AI

Guide to Understanding, Building, and Optimizing API Call Agents

The role of artificial intelligence in technology companies is developing rapidly. AI use cases have evolved from passive information processing to active subjects who can perform tasks. According to a global AI adoption survey conducted by Georgian and Newtonx in March 2025, 91% of technology executives are reportedly using Agentic AI during the growth phase and enterprise companies are using or planning to use Agentic AI.

API call agents are the primary example of transfer to agents. API call agents use large language models (LLMS) to interact with software systems through their application programming interfaces (APIs).

For example, by converting natural language commands into precise API calls, the agent can retrieve real-time data, automate daily tasks, and even control other software systems. This feature translates AI agents into a useful intermediary between human intentions and software capabilities.

The company is currently using API call agents in various fields, including:

  • Consumer apps: Assistants such as Apple Siri or Amazon’s Alexa are designed to simplify daily tasks such as controlling smart home devices and bookings.
  • Enterprise Workflow: Enterprises have deployed API agents to automate repetitive tasks, such as retrieving data from CRM, generating reports, or merging information from internal systems.
  • Data Retrieval and Analysis: Enterprises are using API proxy to simplify access to proprietary datasets, subscription-based resources, and public APIs to generate insights.

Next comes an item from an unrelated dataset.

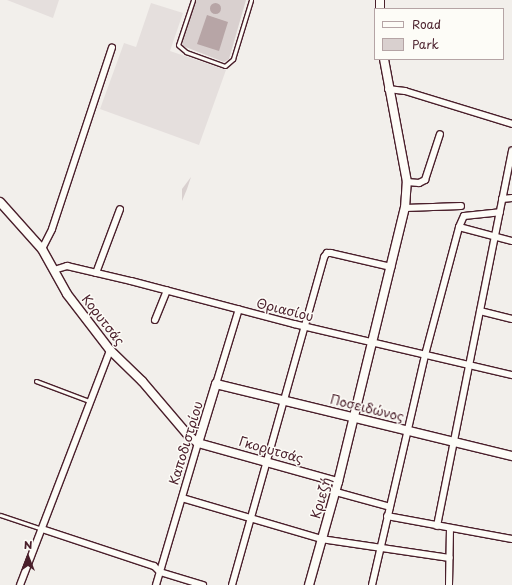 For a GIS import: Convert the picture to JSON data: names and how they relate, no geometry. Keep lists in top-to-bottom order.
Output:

In this article, I will use an engineering-centric approach to understanding, building and optimizing API call proxy. The materials in this article are based in part on practical research and development conducted by the Georgian AI laboratory. The motivational question for most of AI Labs research in the field of API call agents is: “If an organization has an API, what is the most effective way to build a proxy that can be contacted with that API in natural language?”

I’ll explain how API call agents work and how successfully architect and engineer these agents for performance. Finally, I will provide a systematic workflow that the engineering team can use to implement API call proxy.

I. Key definition:

  • API or application programming interface: A set of rules and protocols that enable different software applications to communicate and exchange information.
  • agent: An AI system designed to perceive its environment, make decisions and take action to achieve specific goals.
  • api call proxy: Professional AI proxy that converts natural language descriptions into precise API calls.
  • Code Generation Agent: Aid software development AI systems by writing, modifying and debugging code. Although related, my focus is mainly call API, although AI can help put up These agents.
  • MCP (Model Context Protocol): A protocol, especially developed by humans, defines how LLMs connect and utilize external tools and data sources.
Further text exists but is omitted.